Squinting into the rising wind, Bold Man scanned the open grassland between him and the herd. It was a wide expanse. To close the distance, a man would need as much time as it took a woman to flay and butcher an antelope. If the bison broke and ran now, they would have the distance necessary to build a momentum that would make the speed and direction of their run completely uncontrollable.
Dakan-eh felt sick. It was the month of the Dry Grass Moon, and the bison were fat after a full season of summer grazing. The bulls were still with the cows and calves. The shaggy humps of the largest males crested some eight feet above their hooves, and their massive heads were weighted by a good six-foot spread of laterally aligned horns. If the herd stampeded, any man in its path would be trampled.
The ravine was in their path.
He was in their path.
And with the storm behind the beasts, the squall lines, not the hunters, were driving the herd now.

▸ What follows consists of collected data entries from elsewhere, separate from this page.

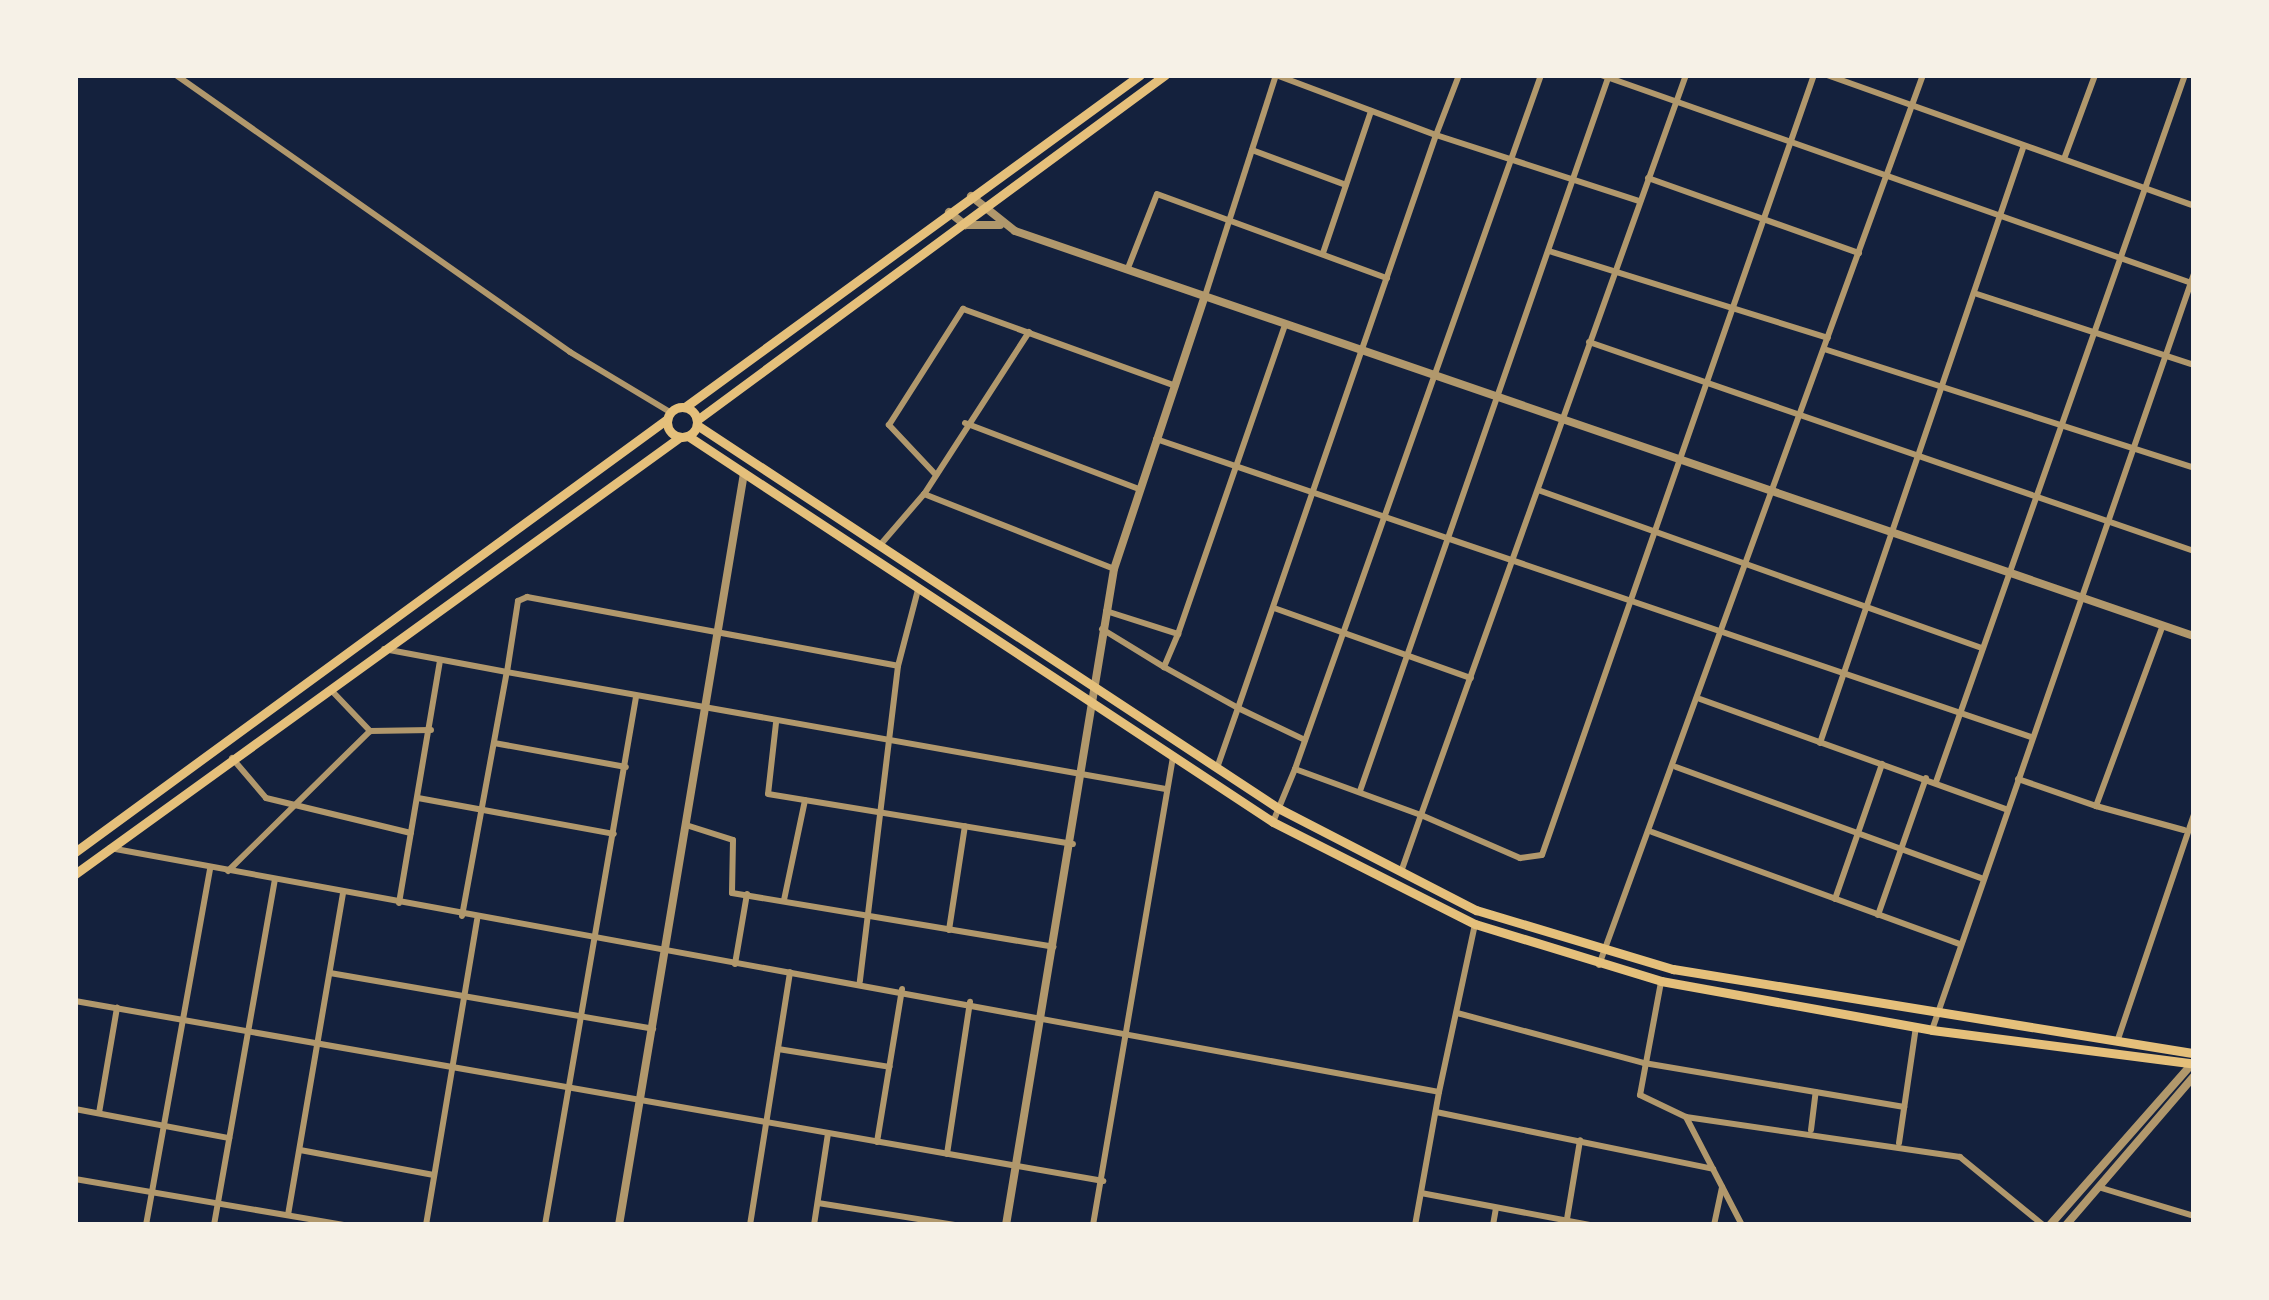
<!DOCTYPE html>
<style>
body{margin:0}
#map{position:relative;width:2269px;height:1300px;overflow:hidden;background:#14213d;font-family:"Public Sans",sans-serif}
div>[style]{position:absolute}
.minor>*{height:6px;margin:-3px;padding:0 3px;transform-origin:3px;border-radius:3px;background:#b1986c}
.tertiary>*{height:8px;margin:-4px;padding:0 4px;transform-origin:4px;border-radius:4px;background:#b1986c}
.secondary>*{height:9px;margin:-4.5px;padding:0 4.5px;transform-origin:4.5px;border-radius:4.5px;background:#e5c07b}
.secondary>.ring{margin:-4.5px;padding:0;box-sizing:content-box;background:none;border:9px solid #e5c07b;border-radius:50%}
span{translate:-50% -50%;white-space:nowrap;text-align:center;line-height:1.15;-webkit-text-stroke:9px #f6f1e7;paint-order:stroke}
.frame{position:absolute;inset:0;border:78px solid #f6f1e7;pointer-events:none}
</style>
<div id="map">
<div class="minor">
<i style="left:176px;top:75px;width:482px;rotate:35.1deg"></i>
<i style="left:570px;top:352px;width:117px;rotate:31deg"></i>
<i style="left:1541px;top:75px;width:736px;rotate:109.52deg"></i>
<i style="left:1295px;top:769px;width:134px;rotate:20.1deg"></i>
<i style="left:1421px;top:815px;width:786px;rotate:-70.3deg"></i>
<i style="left:1601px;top:75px;width:629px;rotate:19.41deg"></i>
<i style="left:1827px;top:75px;width:390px;rotate:19.6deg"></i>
<i style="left:1252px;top:150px;width:100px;rotate:20.4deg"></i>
<i style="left:2064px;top:159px;width:90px;rotate:-69.7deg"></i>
<i style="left:1648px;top:178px;width:224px;rotate:19.6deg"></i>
<i style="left:1549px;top:251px;width:292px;rotate:17.3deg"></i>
<i style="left:1323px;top:253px;width:150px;rotate:-71.3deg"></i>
<i style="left:1128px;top:268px;width:79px;rotate:-68.6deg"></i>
<i style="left:1157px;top:194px;width:245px;rotate:20.1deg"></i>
<i style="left:1977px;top:294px;width:228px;rotate:18.1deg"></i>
<i style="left:1205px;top:296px;width:232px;rotate:-72.2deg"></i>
<i style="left:1276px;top:75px;width:171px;rotate:20.6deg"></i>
<i style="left:1436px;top:135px;width:64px;rotate:-69deg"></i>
<i style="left:1029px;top:332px;width:193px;rotate:122.9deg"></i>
<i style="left:924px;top:494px;width:204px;rotate:21.5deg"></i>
<i style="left:1589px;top:342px;width:640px;rotate:19.06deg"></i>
<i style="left:1824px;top:349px;width:389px;rotate:17.8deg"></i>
<i style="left:965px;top:423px;width:186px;rotate:20.8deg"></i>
<i style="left:1156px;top:439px;width:924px;rotate:18.81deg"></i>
<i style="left:936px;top:475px;width:69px;rotate:-133.2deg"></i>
<i style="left:889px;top:425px;width:138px;rotate:-57.5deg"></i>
<i style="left:963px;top:309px;width:226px;rotate:19.9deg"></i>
<i style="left:1538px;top:490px;width:471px;rotate:19.6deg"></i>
<i style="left:881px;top:544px;width:66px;rotate:-49.3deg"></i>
<i style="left:1274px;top:608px;width:209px;rotate:19.6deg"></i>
<i style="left:1106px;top:611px;width:76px;rotate:17.7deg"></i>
<i style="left:1178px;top:634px;width:36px;rotate:113deg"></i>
<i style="left:1164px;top:667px;width:85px;rotate:29deg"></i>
<i style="left:1238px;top:708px;width:606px;rotate:-70.94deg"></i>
<i style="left:1436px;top:135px;width:213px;rotate:18deg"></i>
<i style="left:1102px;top:629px;width:73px;rotate:31.5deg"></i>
<i style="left:1178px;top:634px;width:327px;rotate:-70.9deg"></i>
<i style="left:384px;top:649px;width:125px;rotate:10.6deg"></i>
<i style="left:507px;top:672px;width:72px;rotate:-81.2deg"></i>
<i style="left:518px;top:601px;width:10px;rotate:-24deg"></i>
<i style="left:527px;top:597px;width:377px;rotate:10.5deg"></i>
<i style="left:898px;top:666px;width:318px;rotate:96.9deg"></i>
<i style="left:898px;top:666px;width:79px;rotate:-75.3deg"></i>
<i style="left:331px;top:690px;width:57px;rotate:46.4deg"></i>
<i style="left:370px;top:731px;width:61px;rotate:-0.9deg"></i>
<i style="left:1700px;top:699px;width:325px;rotate:19.8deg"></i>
<i style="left:776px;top:723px;width:71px;rotate:96.4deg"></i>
<i style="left:768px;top:794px;width:309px;rotate:9.3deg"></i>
<i style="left:494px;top:743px;width:134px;rotate:10.3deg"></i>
<i style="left:1820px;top:743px;width:629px;rotate:-71.16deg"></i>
<i style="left:232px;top:758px;width:52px;rotate:49.6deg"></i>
<i style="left:266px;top:798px;width:149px;rotate:13.6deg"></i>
<i style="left:1676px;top:767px;width:327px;rotate:20deg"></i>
<i style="left:1217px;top:768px;width:64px;rotate:-70.7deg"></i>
<i style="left:1238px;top:708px;width:74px;rotate:25.5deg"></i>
<i style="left:2018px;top:779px;width:83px;rotate:19.1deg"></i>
<i style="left:2096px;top:806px;width:193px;rotate:-69.7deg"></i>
<i style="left:1936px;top:782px;width:750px;rotate:-70.6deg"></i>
<i style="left:1360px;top:791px;width:755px;rotate:-70.82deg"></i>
<i style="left:418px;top:798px;width:199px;rotate:10.4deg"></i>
<i style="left:2096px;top:806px;width:91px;rotate:15.3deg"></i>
<i style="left:1273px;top:822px;width:57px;rotate:-67.5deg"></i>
<i style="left:686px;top:825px;width:49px;rotate:17.7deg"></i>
<i style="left:733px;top:840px;width:53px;rotate:91.1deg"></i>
<i style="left:732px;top:893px;width:326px;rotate:9.5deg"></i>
<i style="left:1652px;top:832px;width:327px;rotate:20deg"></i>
<i style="left:110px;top:848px;width:1351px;rotate:10.4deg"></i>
<i style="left:1439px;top:1092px;width:135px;rotate:100.2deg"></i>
<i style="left:228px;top:871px;width:199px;rotate:-44.6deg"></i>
<i style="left:1401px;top:872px;width:60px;rotate:-70.7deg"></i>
<i style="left:1421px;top:815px;width:108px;rotate:23.5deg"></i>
<i style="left:1520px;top:858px;width:22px;rotate:-8deg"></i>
<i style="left:1542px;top:855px;width:826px;rotate:-70.78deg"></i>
<i style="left:1835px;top:899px;width:143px;rotate:-70.8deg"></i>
<i style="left:784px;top:900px;width:102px;rotate:-78.1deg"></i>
<i style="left:399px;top:903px;width:246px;rotate:-80.4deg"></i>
<i style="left:1878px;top:915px;width:145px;rotate:-70.7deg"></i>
<i style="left:462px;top:916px;width:248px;rotate:-79.6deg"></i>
<i style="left:507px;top:672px;width:669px;rotate:10.07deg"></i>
<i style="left:949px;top:930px;width:105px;rotate:-81.3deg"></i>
<i style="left:735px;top:964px;width:71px;rotate:-80.3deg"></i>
<i style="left:1599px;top:965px;width:947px;rotate:-70deg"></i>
<i style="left:330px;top:973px;width:328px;rotate:9.8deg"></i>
<i style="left:1661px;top:982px;width:115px;rotate:100.5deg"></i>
<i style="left:1640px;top:1095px;width:51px;rotate:25.6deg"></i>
<i style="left:1686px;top:1117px;width:122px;rotate:62.6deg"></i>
<i style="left:75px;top:1001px;width:1044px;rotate:9.93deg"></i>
<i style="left:1457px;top:1013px;width:194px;rotate:15deg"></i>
<i style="left:1644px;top:1063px;width:264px;rotate:9.6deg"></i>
<i style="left:1932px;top:1030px;width:800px;rotate:-70.89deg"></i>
<i style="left:2118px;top:1039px;width:237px;rotate:-71.3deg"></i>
<i style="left:778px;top:1049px;width:113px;rotate:9.1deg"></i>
<i style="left:1439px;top:1092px;width:172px;rotate:-77.9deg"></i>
<i style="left:75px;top:1109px;width:157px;rotate:10.7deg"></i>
<i style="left:1436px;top:1112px;width:283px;rotate:11.6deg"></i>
<i style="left:99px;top:1113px;width:107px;rotate:-80.3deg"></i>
<i style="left:1686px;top:1117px;width:277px;rotate:8.3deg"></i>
<i style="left:1960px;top:1157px;width:107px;rotate:39.3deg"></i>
<i style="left:1811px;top:1130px;width:38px;rotate:-83deg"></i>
<i style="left:877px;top:1142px;width:155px;rotate:-80.7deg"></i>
<i style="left:1899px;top:1143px;width:117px;rotate:-81.7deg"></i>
<i style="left:300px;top:1150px;width:136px;rotate:10.6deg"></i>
<i style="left:947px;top:1154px;width:154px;rotate:-81.4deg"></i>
<i style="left:75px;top:1179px;width:274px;rotate:9.7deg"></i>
<i style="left:2098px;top:1187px;width:100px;rotate:16.8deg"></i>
<i style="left:1421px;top:1193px;width:173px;rotate:10.7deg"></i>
<i style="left:818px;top:1203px;width:140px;rotate:9.1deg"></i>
<i style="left:288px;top:1215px;width:326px;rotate:-80.3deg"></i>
<i style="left:146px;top:1225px;width:362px;rotate:-79.8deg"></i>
<i style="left:214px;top:1225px;width:350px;rotate:-80deg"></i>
<i style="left:426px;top:1225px;width:310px;rotate:-80.5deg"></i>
<i style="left:545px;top:1225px;width:536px;rotate:-80.22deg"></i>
<i style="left:750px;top:1225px;width:256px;rotate:-81deg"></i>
<i style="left:814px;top:1225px;width:92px;rotate:-81.3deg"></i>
<i style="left:1093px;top:1225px;width:476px;rotate:-80.3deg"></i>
<i style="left:1493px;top:1225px;width:17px;rotate:-80deg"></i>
<i style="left:1566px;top:1225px;width:86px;rotate:-80.6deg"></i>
<i style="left:1714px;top:1225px;width:39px;rotate:-78deg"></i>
</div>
<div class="tertiary">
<i style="left:971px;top:196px;width:56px;rotate:38.5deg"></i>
<i style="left:1015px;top:231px;width:1247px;rotate:18.96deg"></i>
<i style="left:949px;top:212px;width:21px;rotate:39deg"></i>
<i style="left:965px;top:225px;width:35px"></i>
<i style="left:619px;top:1225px;width:762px;rotate:-80.56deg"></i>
<i style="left:1006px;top:1225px;width:665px;rotate:-80.65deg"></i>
<i style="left:1114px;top:569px;width:288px;rotate:-71.6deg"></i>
<i style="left:2050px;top:1225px;width:215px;rotate:-48.6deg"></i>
<i style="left:2066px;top:1225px;width:196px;rotate:-49.3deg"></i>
</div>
<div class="secondary">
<i class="ring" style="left:667px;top:407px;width:21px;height:21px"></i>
<i style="left:685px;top:407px;width:563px;rotate:-36.12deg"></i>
<i style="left:697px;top:420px;width:581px;rotate:-36.4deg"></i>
<i style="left:697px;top:425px;width:696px;rotate:33.39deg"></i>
<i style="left:1278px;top:808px;width:223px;rotate:27.3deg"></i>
<i style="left:1476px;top:910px;width:206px;rotate:16.7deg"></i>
<i style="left:1673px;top:969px;width:526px;rotate:9.19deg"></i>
<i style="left:688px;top:436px;width:701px;rotate:33.42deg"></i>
<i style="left:1273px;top:822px;width:226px;rotate:26.8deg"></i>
<i style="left:1475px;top:924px;width:195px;rotate:17deg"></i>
<i style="left:1661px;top:981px;width:275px;rotate:10.2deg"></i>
<i style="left:1932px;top:1030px;width:261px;rotate:7.3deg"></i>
<i style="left:75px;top:852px;width:733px;rotate:-36.18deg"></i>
<i style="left:75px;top:874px;width:746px;rotate:-35.84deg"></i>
</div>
<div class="frame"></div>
</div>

Again Dakan-eh fought back the need to scream. He did not know what terrified him more--the threat of an imminent stampede or the configuration of the approaching storm. Amazing things were happening to the clouds. From horizon to horizon, the flat bellies of the squall lines were churning, thickening, turning as dark as smoke rising from a greasewood fire. One moment the midmorning sun was there; the next it was gone, swallowed, and the world went dark and cold.
Yet, as the herd circled and snorted and pawed at the earth, Dakan-eh found himself transfixed. He barely felt the sudden chill or noticed the onset of darkness. Somehow the clouds were giving off a light of their own . . . a strange, grayish, threatening illumination that bathed both earth and sky in the livid, purulent colors of an old, yellowing bruise.
"Aiee ay! Under the yellow sky, the bison will run! The whirling wind will come!"